Bemerkenswert ist, dass die Wahrnehmung sozialer und wirtschaftlicher Facetten zwischen tariflich Beschäftigten und Mitarbeitern aus Unternehmen ohne Tarifbindung stark differiert. Während in Unternehmen mit Flächentarif soziale Gerechtigkeit (47 Prozent) und wirtschaftliche Wettbewerbsfähigkeit (31 Prozent) relativ deutlich als Nachhaltigkeitsaspekte wahrgenommen werden, sind es in Betrieben ohne Tarifbindung lediglich 37 respektive 24 Prozent. Über das Nachhaltigkeitsverständnis hinaus wurde ermittelt, wie es um die betriebliche Praxis, die "gelebte" Nachhaltigkeit steht. Auch hier ergibt sich zunächst ein positives Bild: Initiativen zur Förderung von Innovationen, Programme für Ressourceneffizienz werden, wie auch berufliche Weiterbildungsmaßnahmen, nach Aussagen der meisten Befragten von den Unternehmen mehr oder weniger stark unterstützt. Der zweite Blick offenbart allerdings abermals ein deutliches Gefälle – diesmal zwischen großen sowie kleinen und mittleren Betrieben. Eklatant sind die Unterschiede zwischen Unternehmen mit mehr als 500 Mitarbeitern und solchen mit bis zu 250 Beschäftigten etwa in den Bereichen Innovation (32 Prozent "starke Unterstützung" gegenüber 14 Prozent), Ressourceneffizienz (36 beziehungsweise 20 Prozent) und Weiterbildungsangeboten (32 beziehungsweise 11 Prozent).

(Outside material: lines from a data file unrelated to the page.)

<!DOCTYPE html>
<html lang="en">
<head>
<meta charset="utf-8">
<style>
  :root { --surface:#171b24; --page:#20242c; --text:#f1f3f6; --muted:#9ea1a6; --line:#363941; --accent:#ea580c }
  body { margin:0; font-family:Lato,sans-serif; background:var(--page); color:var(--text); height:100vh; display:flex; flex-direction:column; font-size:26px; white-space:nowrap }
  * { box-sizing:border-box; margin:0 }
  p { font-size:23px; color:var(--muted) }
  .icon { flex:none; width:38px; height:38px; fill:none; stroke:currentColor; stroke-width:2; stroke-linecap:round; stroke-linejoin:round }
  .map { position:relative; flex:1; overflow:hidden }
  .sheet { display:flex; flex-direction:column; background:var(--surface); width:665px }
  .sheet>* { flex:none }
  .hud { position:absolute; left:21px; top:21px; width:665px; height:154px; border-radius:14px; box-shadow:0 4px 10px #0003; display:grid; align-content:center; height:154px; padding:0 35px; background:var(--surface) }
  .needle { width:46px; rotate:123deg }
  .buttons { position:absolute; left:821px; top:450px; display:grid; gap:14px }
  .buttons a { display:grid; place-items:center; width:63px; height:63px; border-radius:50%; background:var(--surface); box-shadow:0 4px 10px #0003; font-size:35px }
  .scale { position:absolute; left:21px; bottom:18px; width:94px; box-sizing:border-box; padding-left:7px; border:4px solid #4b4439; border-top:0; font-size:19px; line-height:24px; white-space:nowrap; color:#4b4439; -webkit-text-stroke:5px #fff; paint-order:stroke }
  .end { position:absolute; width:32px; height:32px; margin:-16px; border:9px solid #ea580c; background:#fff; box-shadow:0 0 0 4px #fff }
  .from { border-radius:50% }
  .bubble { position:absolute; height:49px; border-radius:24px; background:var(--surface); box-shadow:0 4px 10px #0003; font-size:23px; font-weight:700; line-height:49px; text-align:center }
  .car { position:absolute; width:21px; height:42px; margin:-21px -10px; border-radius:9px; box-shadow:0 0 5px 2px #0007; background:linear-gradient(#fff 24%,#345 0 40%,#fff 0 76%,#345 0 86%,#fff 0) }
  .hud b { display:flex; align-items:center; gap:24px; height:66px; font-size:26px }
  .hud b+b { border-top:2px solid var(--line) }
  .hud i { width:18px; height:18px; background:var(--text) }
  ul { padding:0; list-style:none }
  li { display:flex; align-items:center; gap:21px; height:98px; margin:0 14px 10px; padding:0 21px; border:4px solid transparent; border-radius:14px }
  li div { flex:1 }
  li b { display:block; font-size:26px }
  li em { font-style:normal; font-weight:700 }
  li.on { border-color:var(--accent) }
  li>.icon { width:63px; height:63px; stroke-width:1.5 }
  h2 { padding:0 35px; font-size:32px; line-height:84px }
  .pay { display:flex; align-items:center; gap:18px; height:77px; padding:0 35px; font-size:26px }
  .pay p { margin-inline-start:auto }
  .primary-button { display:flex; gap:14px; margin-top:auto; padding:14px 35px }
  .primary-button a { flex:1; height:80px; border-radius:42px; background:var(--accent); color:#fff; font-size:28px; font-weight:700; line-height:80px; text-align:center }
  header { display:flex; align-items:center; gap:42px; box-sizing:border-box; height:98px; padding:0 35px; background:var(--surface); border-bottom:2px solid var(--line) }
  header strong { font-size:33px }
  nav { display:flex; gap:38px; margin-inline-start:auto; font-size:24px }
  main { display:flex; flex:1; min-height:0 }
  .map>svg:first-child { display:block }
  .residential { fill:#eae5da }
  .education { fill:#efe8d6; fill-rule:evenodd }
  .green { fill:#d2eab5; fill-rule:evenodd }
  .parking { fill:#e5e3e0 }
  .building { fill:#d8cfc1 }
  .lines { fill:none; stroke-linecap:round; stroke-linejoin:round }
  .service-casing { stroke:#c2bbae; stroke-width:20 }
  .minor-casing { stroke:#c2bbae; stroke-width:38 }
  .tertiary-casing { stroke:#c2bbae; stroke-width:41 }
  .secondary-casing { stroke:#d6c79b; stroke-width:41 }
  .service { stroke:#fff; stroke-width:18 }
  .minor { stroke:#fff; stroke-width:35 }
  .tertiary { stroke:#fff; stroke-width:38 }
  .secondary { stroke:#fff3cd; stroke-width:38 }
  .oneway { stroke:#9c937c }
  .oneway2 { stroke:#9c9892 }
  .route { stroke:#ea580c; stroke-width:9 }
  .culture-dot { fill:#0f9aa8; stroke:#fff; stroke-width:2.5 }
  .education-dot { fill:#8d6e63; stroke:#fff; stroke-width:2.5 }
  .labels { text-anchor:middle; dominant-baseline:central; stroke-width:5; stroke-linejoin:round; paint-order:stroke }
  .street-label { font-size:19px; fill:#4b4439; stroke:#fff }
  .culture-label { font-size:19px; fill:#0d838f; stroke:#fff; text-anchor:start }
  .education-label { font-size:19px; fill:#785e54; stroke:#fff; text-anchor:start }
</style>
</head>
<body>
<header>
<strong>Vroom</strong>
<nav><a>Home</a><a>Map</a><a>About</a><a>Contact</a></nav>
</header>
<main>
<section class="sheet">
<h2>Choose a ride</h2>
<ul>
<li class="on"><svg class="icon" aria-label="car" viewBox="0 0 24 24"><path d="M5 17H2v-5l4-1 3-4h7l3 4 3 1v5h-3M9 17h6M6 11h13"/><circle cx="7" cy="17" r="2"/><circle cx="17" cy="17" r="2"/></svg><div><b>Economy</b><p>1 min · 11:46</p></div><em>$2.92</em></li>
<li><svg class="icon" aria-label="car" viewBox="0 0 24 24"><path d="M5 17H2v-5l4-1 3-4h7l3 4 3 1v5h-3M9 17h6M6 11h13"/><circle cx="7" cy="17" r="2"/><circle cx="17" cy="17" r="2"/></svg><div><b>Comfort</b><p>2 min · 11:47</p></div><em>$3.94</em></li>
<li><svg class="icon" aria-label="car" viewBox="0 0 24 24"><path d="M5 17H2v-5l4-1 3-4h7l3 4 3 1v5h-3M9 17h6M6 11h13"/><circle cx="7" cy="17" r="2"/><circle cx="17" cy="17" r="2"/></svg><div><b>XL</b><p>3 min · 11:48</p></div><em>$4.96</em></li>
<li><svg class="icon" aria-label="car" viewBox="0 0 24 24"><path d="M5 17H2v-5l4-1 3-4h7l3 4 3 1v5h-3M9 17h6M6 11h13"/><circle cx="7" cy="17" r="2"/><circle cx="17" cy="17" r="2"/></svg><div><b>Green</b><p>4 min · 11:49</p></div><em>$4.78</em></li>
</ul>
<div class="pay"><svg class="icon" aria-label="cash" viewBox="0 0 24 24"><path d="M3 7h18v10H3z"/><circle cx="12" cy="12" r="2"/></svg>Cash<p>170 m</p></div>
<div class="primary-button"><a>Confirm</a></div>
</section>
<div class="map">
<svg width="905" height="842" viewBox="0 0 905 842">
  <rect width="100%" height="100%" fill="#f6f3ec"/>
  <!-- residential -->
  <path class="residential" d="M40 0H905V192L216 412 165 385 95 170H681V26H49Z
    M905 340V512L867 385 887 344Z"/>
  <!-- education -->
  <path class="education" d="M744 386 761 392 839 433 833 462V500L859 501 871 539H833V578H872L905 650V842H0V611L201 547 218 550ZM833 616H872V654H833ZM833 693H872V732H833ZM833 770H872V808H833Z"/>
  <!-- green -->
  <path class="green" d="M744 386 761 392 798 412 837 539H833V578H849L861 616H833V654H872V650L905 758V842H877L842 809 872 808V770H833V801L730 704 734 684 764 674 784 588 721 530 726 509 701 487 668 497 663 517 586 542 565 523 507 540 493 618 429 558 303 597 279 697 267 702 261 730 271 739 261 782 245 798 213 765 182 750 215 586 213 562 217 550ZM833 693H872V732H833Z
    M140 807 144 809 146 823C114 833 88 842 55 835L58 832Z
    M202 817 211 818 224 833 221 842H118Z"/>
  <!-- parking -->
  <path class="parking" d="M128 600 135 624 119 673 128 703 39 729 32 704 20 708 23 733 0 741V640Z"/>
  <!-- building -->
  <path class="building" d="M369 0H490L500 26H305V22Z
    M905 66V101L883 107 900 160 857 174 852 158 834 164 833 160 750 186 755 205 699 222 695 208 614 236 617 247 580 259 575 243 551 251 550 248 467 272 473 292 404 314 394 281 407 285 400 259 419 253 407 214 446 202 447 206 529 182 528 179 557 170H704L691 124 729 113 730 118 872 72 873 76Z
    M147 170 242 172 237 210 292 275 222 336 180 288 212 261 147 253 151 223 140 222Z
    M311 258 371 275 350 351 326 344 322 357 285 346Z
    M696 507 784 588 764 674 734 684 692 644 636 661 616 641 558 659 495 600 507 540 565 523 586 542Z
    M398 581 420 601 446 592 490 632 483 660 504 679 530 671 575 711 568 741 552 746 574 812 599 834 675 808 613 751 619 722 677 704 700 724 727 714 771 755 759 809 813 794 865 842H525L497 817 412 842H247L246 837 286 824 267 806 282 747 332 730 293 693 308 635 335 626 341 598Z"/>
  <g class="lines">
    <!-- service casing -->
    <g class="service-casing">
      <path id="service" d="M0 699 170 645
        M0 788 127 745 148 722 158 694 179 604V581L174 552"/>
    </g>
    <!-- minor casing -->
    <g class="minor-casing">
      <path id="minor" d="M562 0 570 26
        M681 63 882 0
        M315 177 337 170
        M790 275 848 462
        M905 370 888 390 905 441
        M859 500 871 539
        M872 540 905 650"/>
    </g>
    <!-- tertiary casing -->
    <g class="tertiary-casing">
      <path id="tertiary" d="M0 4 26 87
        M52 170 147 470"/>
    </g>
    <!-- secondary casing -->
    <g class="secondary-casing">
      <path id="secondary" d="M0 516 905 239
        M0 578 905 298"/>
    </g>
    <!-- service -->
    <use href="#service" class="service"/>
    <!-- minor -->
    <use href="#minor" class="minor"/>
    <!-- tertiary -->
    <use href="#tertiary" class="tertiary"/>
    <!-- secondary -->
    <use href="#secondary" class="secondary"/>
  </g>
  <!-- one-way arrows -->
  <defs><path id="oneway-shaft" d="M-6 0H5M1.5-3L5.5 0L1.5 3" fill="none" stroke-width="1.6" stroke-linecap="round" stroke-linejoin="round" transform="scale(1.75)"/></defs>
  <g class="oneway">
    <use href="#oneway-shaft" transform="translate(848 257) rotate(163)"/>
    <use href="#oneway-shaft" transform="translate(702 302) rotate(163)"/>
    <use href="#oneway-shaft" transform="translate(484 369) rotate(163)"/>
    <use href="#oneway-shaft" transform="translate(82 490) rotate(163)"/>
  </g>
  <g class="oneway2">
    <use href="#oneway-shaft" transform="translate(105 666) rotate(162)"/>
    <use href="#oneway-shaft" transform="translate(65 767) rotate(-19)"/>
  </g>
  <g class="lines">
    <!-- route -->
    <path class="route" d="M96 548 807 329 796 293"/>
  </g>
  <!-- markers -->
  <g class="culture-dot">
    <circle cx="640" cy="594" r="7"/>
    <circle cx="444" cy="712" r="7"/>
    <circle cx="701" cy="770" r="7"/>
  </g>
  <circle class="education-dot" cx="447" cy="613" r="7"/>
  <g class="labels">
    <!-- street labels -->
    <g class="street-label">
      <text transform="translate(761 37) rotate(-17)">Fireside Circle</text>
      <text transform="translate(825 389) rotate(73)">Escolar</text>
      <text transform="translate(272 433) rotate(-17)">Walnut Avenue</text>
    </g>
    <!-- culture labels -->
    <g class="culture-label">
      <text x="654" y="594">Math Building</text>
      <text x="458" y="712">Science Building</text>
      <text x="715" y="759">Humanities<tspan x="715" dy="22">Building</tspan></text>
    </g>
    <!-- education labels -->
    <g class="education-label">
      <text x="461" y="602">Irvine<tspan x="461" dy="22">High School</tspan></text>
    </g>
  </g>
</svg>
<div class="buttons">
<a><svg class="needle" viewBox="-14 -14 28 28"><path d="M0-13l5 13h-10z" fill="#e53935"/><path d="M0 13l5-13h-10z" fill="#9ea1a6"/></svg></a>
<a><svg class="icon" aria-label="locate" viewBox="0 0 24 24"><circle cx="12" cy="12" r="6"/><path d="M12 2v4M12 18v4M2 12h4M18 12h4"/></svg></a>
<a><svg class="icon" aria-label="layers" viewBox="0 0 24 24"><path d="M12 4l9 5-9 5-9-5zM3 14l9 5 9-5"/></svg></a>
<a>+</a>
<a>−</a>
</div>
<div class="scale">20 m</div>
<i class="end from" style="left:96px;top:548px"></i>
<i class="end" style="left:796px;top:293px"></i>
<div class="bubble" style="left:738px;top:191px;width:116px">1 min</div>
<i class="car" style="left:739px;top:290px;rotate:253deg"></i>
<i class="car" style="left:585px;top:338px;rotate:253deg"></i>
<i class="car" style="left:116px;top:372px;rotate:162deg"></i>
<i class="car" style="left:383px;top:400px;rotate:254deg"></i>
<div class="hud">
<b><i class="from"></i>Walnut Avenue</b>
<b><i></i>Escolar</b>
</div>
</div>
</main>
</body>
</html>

Und noch eine Erkenntnis liefert die Befragung: In Unternehmen, die sich besonders um soziale Nachhaltigkeit bemühen, stimmt zumeist auch das Betriebsklima. Denn neben gutem Gehalt werden Mitbestimmung, attraktive Weiterbildungsmöglichkeiten und eine gute Vereinbarkeit von Beruf und Privatleben als herausragende Faktoren wahrgenommen: für eine wirklich nachhaltige Zufriedenheit mit dem Job.